Would you please transcribe the listing exactly, with no images?

| Data block |
····················

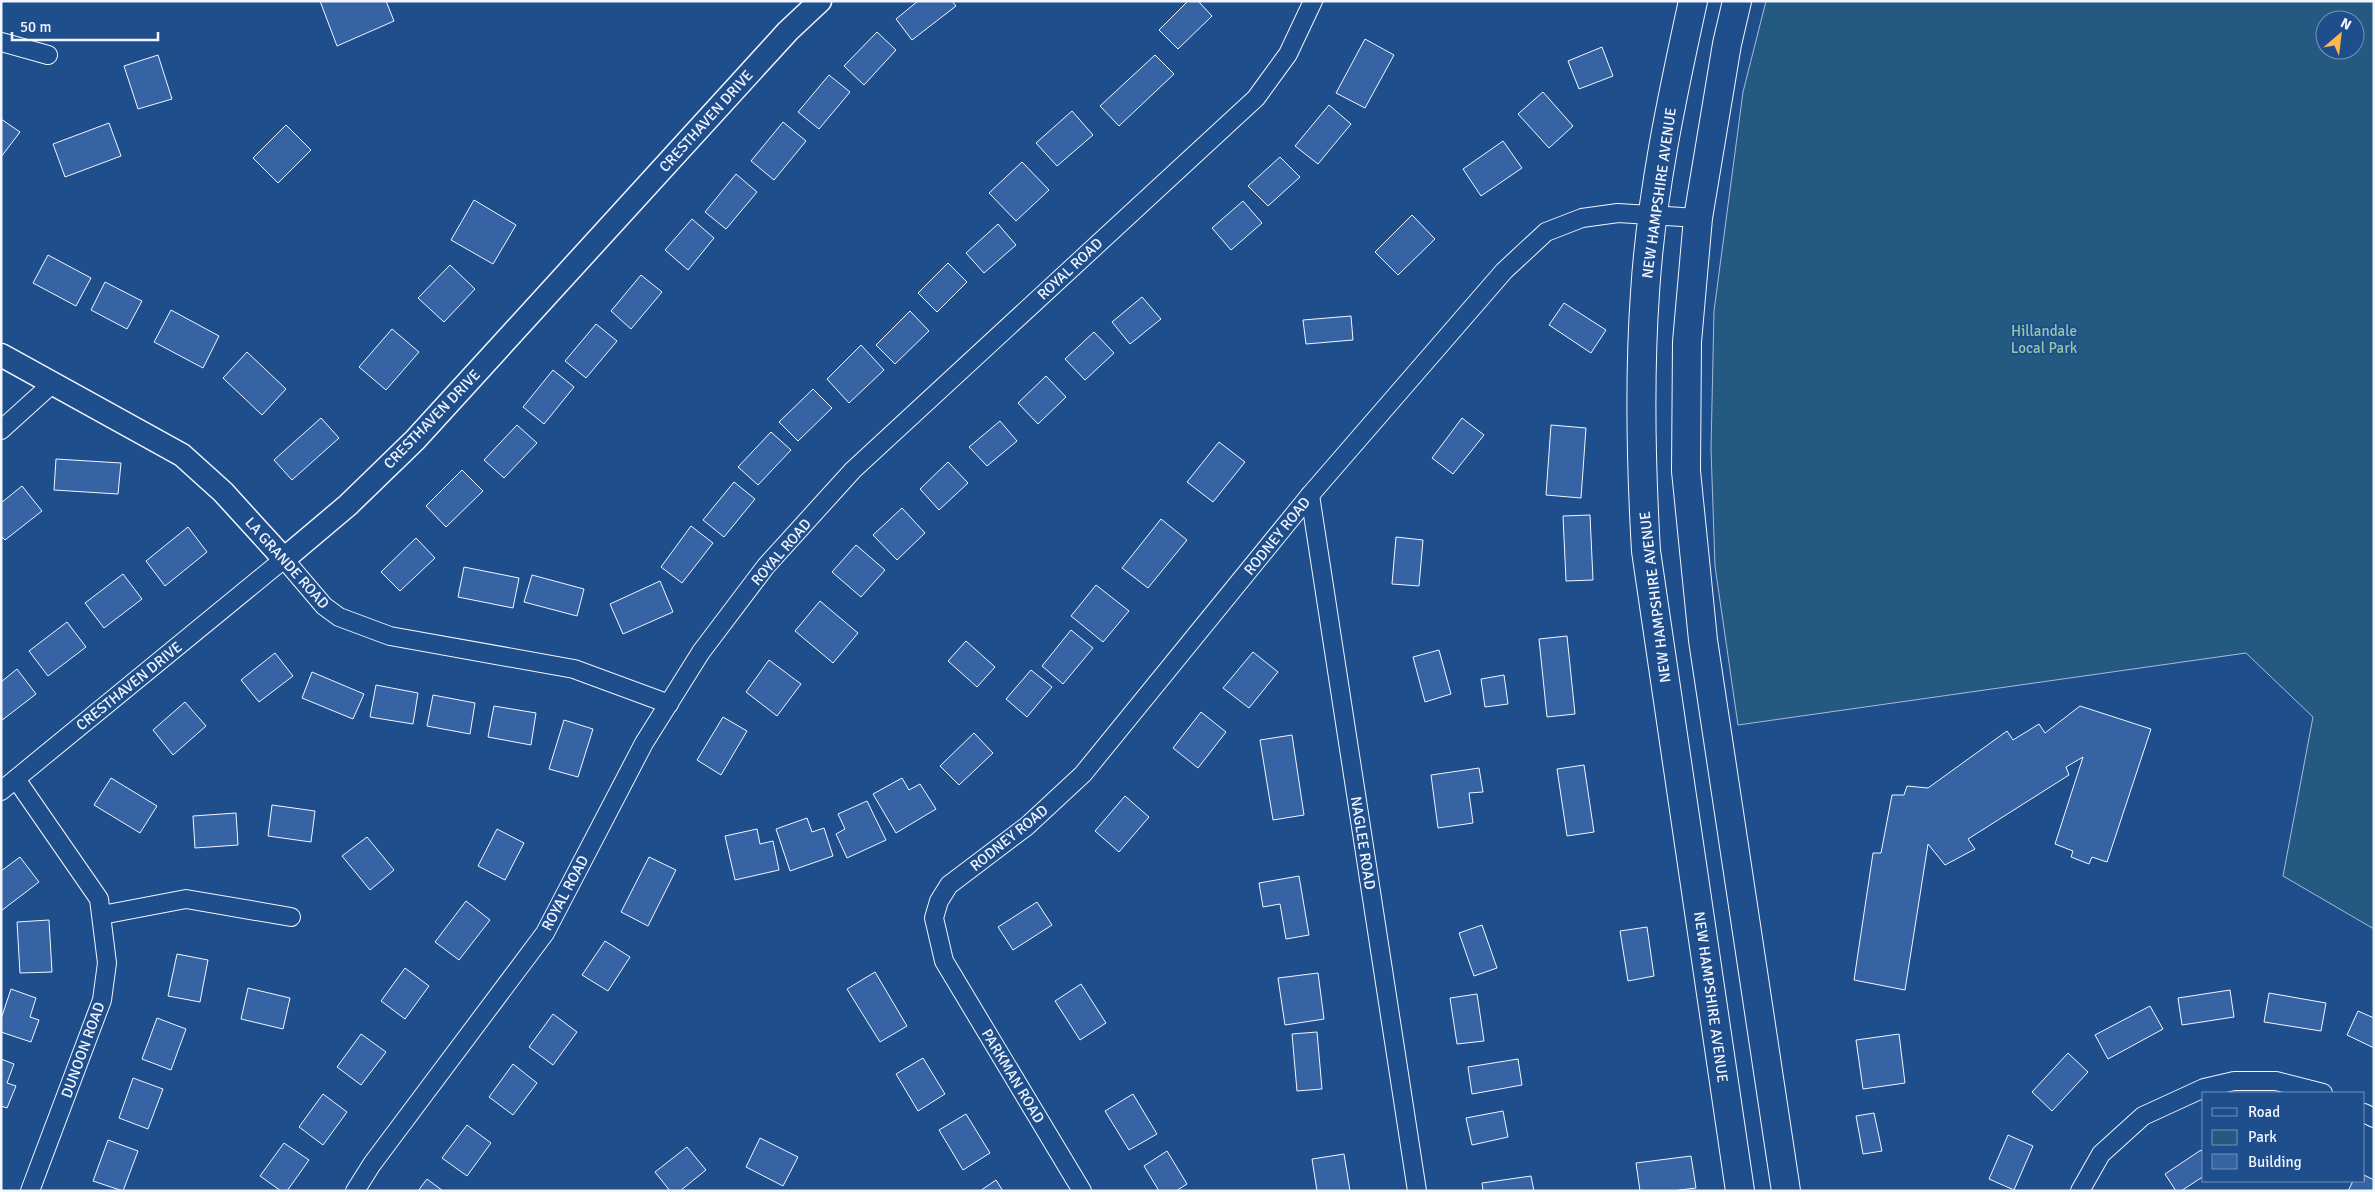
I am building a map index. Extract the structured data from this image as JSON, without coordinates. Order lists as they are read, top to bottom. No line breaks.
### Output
{"streets":{"main road":["NEW HAMPSHIRE AVENUE"],"street":["CRESTHAVEN DRIVE","ROYAL ROAD","RODNEY ROAD","LA GRANDE ROAD","NAGLEE ROAD","DUNOON ROAD","PARKMAN ROAD"]},"crossings":[["CRESTHAVEN DRIVE","LA GRANDE ROAD"],["CRESTHAVEN DRIVE","DUNOON ROAD"],["NEW HAMPSHIRE AVENUE","RODNEY ROAD"],["ROYAL ROAD","LA GRANDE ROAD"],["RODNEY ROAD","NAGLEE ROAD"],["RODNEY ROAD","PARKMAN ROAD"]],"parks":["Hillandale Local Park"],"legend":["Road","Park","Building"],"scale_bar":"50 m","north":"top right"}
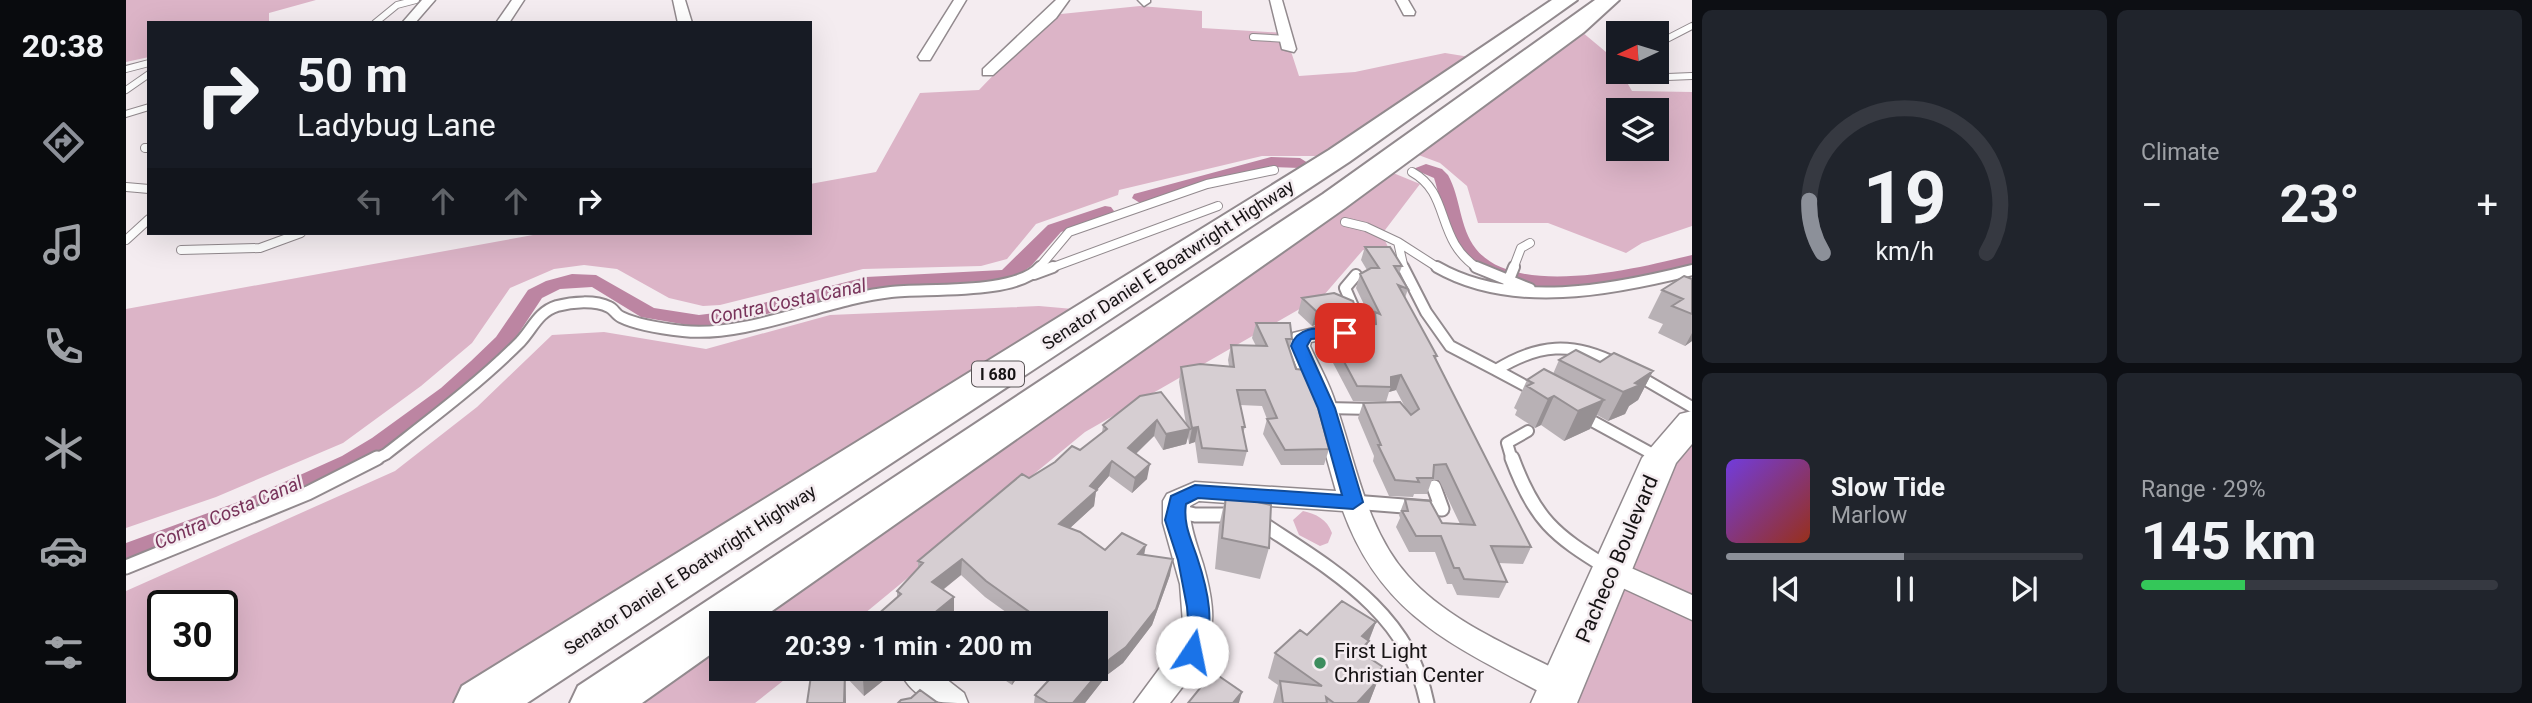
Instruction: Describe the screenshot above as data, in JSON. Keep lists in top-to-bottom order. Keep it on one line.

····················

| Answer section |
I am building a map index. Extract the structured data from this image as JSON, without coordinates. Order lists as they are read, top to bottom. No line breaks.
### Output
{"streets":{"main road":["NEW HAMPSHIRE AVENUE"],"street":["CRESTHAVEN DRIVE","ROYAL ROAD","RODNEY ROAD","LA GRANDE ROAD","NAGLEE ROAD","DUNOON ROAD","PARKMAN ROAD"]},"crossings":[["CRESTHAVEN DRIVE","LA GRANDE ROAD"],["CRESTHAVEN DRIVE","DUNOON ROAD"],["NEW HAMPSHIRE AVENUE","RODNEY ROAD"],["ROYAL ROAD","LA GRANDE ROAD"],["RODNEY ROAD","NAGLEE ROAD"],["RODNEY ROAD","PARKMAN ROAD"]],"parks":["Hillandale Local Park"],"legend":["Road","Park","Building"],"scale_bar":"50 m","north":"top right"}
Instruction: Describe the screenshot above as data, in JSON. Keep lists in top-to-bottom order. Keep it on one line.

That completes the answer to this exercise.